### [Problem statement]
Omit the pictures, but give back every entry below exactly as written.

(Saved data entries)
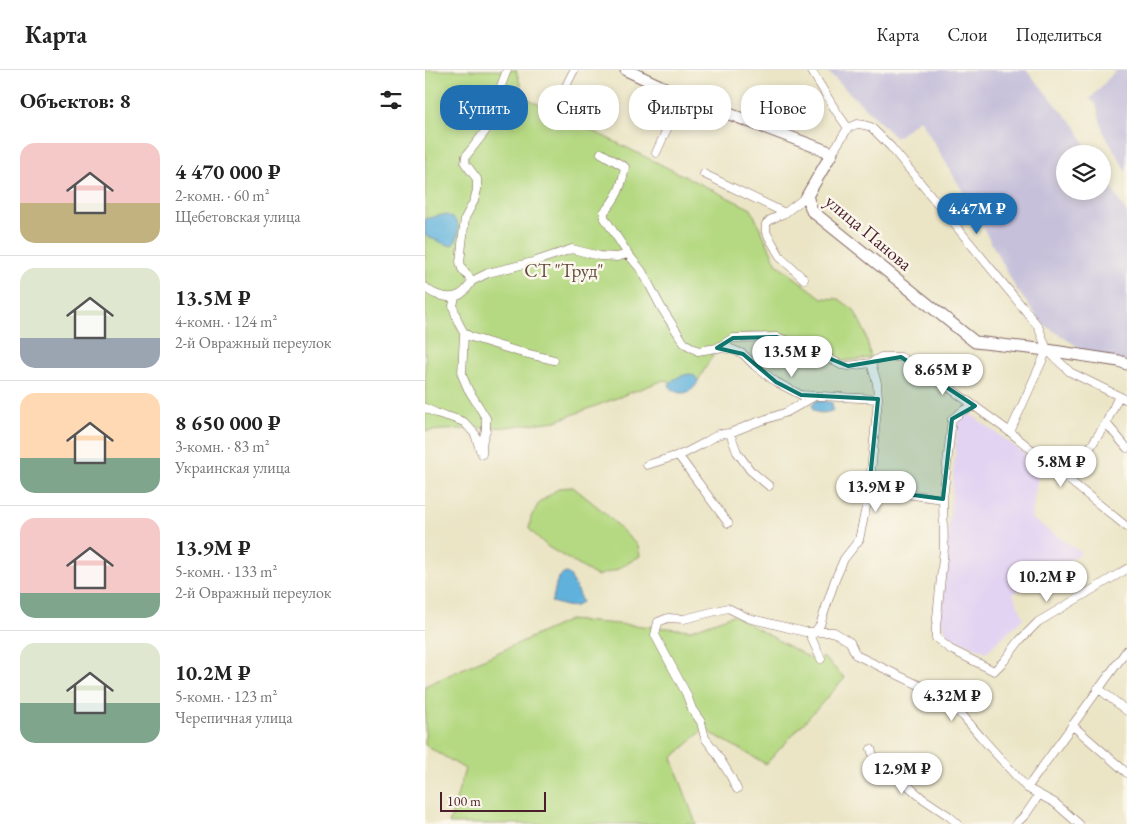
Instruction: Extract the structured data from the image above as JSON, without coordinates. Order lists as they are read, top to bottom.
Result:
{
  "streets": {
    "street": ["улица Панова"]
  },
  "parks": ["СТ \"Труд\""],
  "scale_bar": "100 m",
  "page": {
    "header": "Карта",
    "nav": ["Карта", "Слои", "Поделиться"],
    "heading": "Объектов: 8",
    "chip": [
      "Купить",
      "Снять",
      "Фильтры",
      "Новое"
    ],
    "list": [
      {
        "name": "4 470 000 ₽",
        "note": "2-комн. · 60 m² · Щебетовская улица"
      },
      {
        "name": "13.5M ₽",
        "note": "4-комн. · 124 m² · 2-й Овражный переулок"
      },
      {
        "name": "8 650 000 ₽",
        "note": "3-комн. · 83 m² · Украинская улица"
      },
      {
        "name": "13.9M ₽",
        "note": "5-комн. · 133 m² · 2-й Овражный переулок"
      },
      {
        "name": "10.2M ₽",
        "note": "5-комн. · 123 m² · Черепичная улица"
      }
    ],
    "price": [
      "4.47M ₽",
      "13.5M ₽",
      "8.65M ₽",
      "5.8M ₽",
      "13.9M ₽",
      "10.2M ₽",
      "4.32M ₽",
      "12.9M ₽"
    ],
    "scale": "100 m"
  }
}
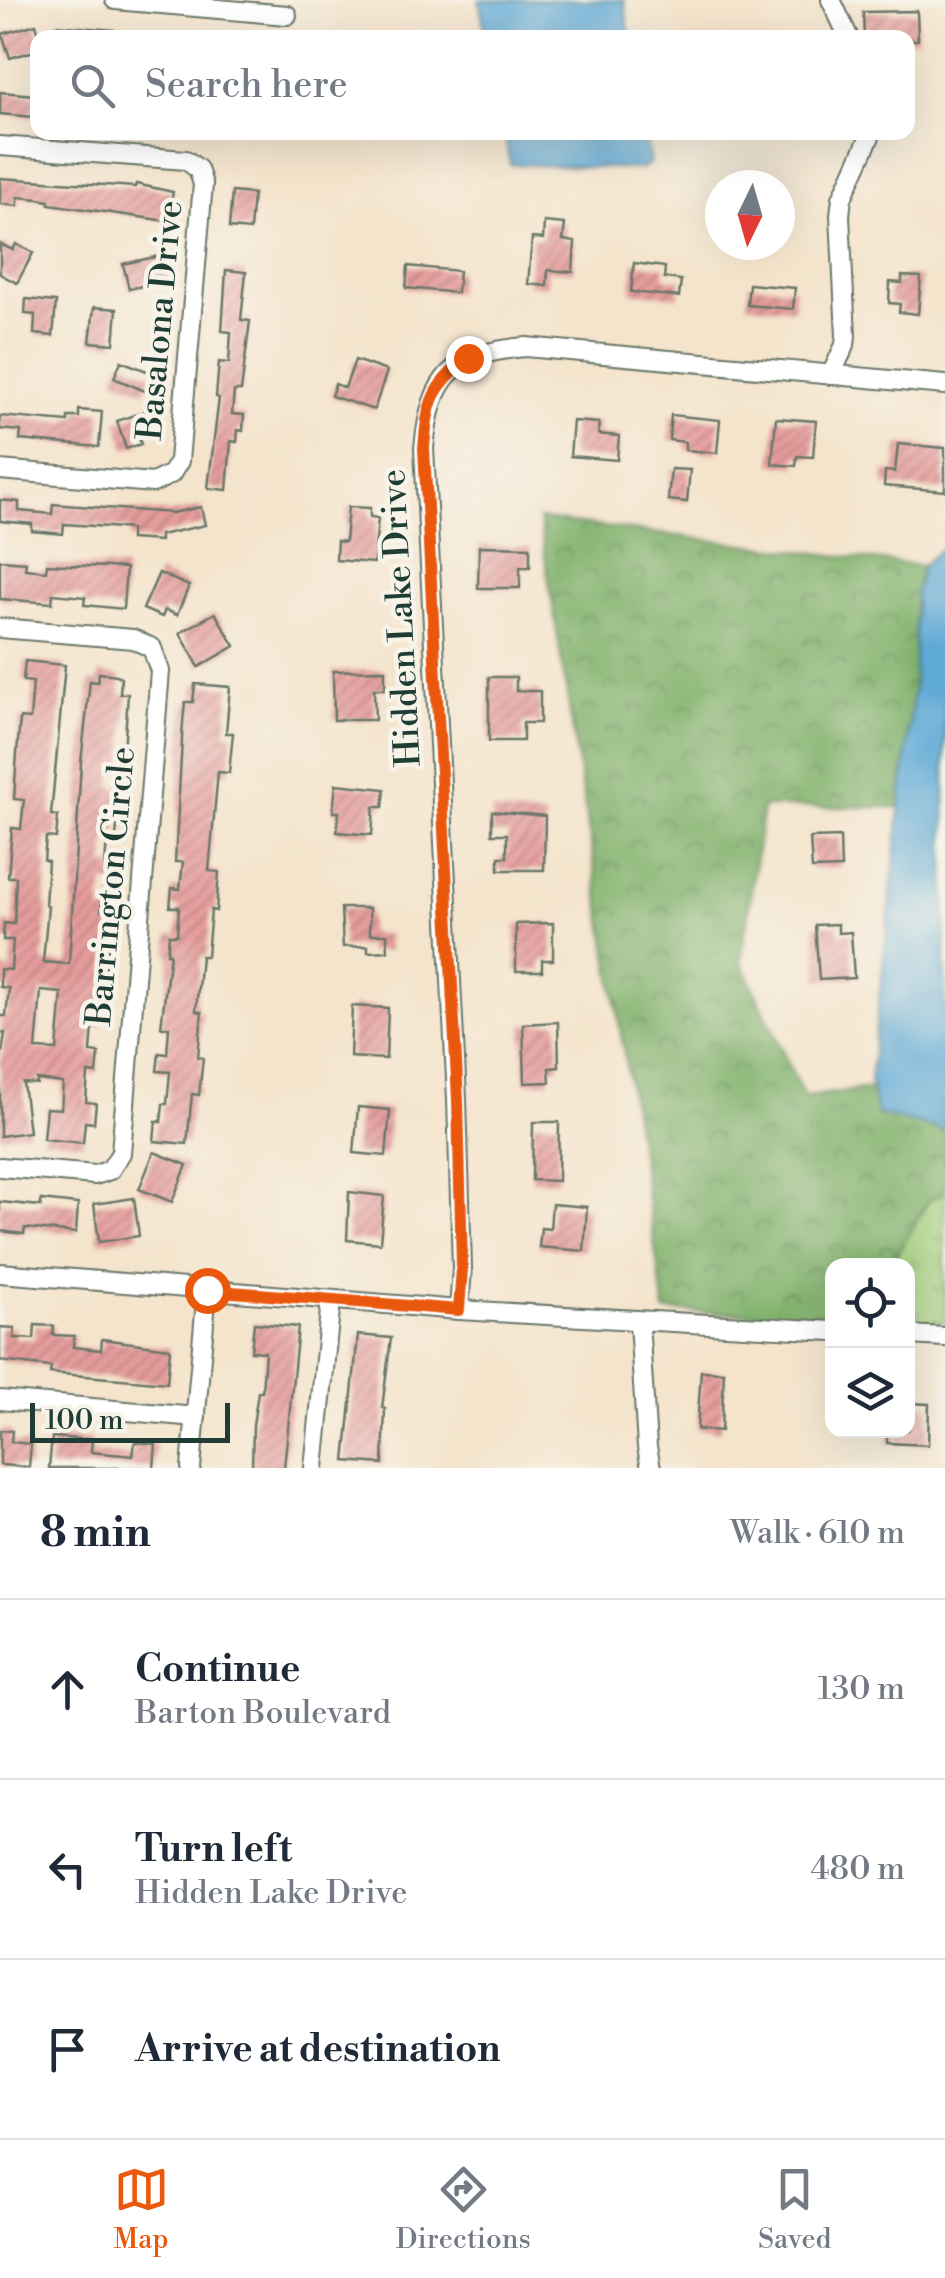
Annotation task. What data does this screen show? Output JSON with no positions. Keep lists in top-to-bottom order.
{
  "streets": {
    "street": ["Basalona Drive", "Hidden Lake Drive", "Barrington Circle"]
  },
  "scale_bar": "100 m",
  "north": "bottom",
  "page": {
    "search": "Search here",
    "scale": "100 m",
    "heading": ["8 min", "Walk · 610 m"],
    "list": [
      ["Continue", "Barton Boulevard", "130 m"],
      ["Turn left", "Hidden Lake Drive", "480 m"],
      "Arrive at destination"
    ],
    "nav": ["Map", "Directions", "Saved"]
  }
}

### [Expected output]
Instruction: Extract the structured data from the image above as JSON, without coordinates. Order lists as they are read, top to bottom.
Result:
{
  "streets": {
    "street": ["улица Панова"]
  },
  "parks": ["СТ \"Труд\""],
  "scale_bar": "100 m",
  "page": {
    "header": "Карта",
    "nav": ["Карта", "Слои", "Поделиться"],
    "heading": "Объектов: 8",
    "chip": [
      "Купить",
      "Снять",
      "Фильтры",
      "Новое"
    ],
    "list": [
      {
        "name": "4 470 000 ₽",
        "note": "2-комн. · 60 m² · Щебетовская улица"
      },
      {
        "name": "13.5M ₽",
        "note": "4-комн. · 124 m² · 2-й Овражный переулок"
      },
      {
        "name": "8 650 000 ₽",
        "note": "3-комн. · 83 m² · Украинская улица"
      },
      {
        "name": "13.9M ₽",
        "note": "5-комн. · 133 m² · 2-й Овражный переулок"
      },
      {
        "name": "10.2M ₽",
        "note": "5-комн. · 123 m² · Черепичная улица"
      }
    ],
    "price": [
      "4.47M ₽",
      "13.5M ₽",
      "8.65M ₽",
      "5.8M ₽",
      "13.9M ₽",
      "10.2M ₽",
      "4.32M ₽",
      "12.9M ₽"
    ],
    "scale": "100 m"
  }
}
Annotation task. What data does this screen show? Output JSON with no positions. Keep lists in top-to-bottom order.
{
  "streets": {
    "street": ["Basalona Drive", "Hidden Lake Drive", "Barrington Circle"]
  },
  "scale_bar": "100 m",
  "north": "bottom",
  "page": {
    "search": "Search here",
    "scale": "100 m",
    "heading": ["8 min", "Walk · 610 m"],
    "list": [
      ["Continue", "Barton Boulevard", "130 m"],
      ["Turn left", "Hidden Lake Drive", "480 m"],
      "Arrive at destination"
    ],
    "nav": ["Map", "Directions", "Saved"]
  }
}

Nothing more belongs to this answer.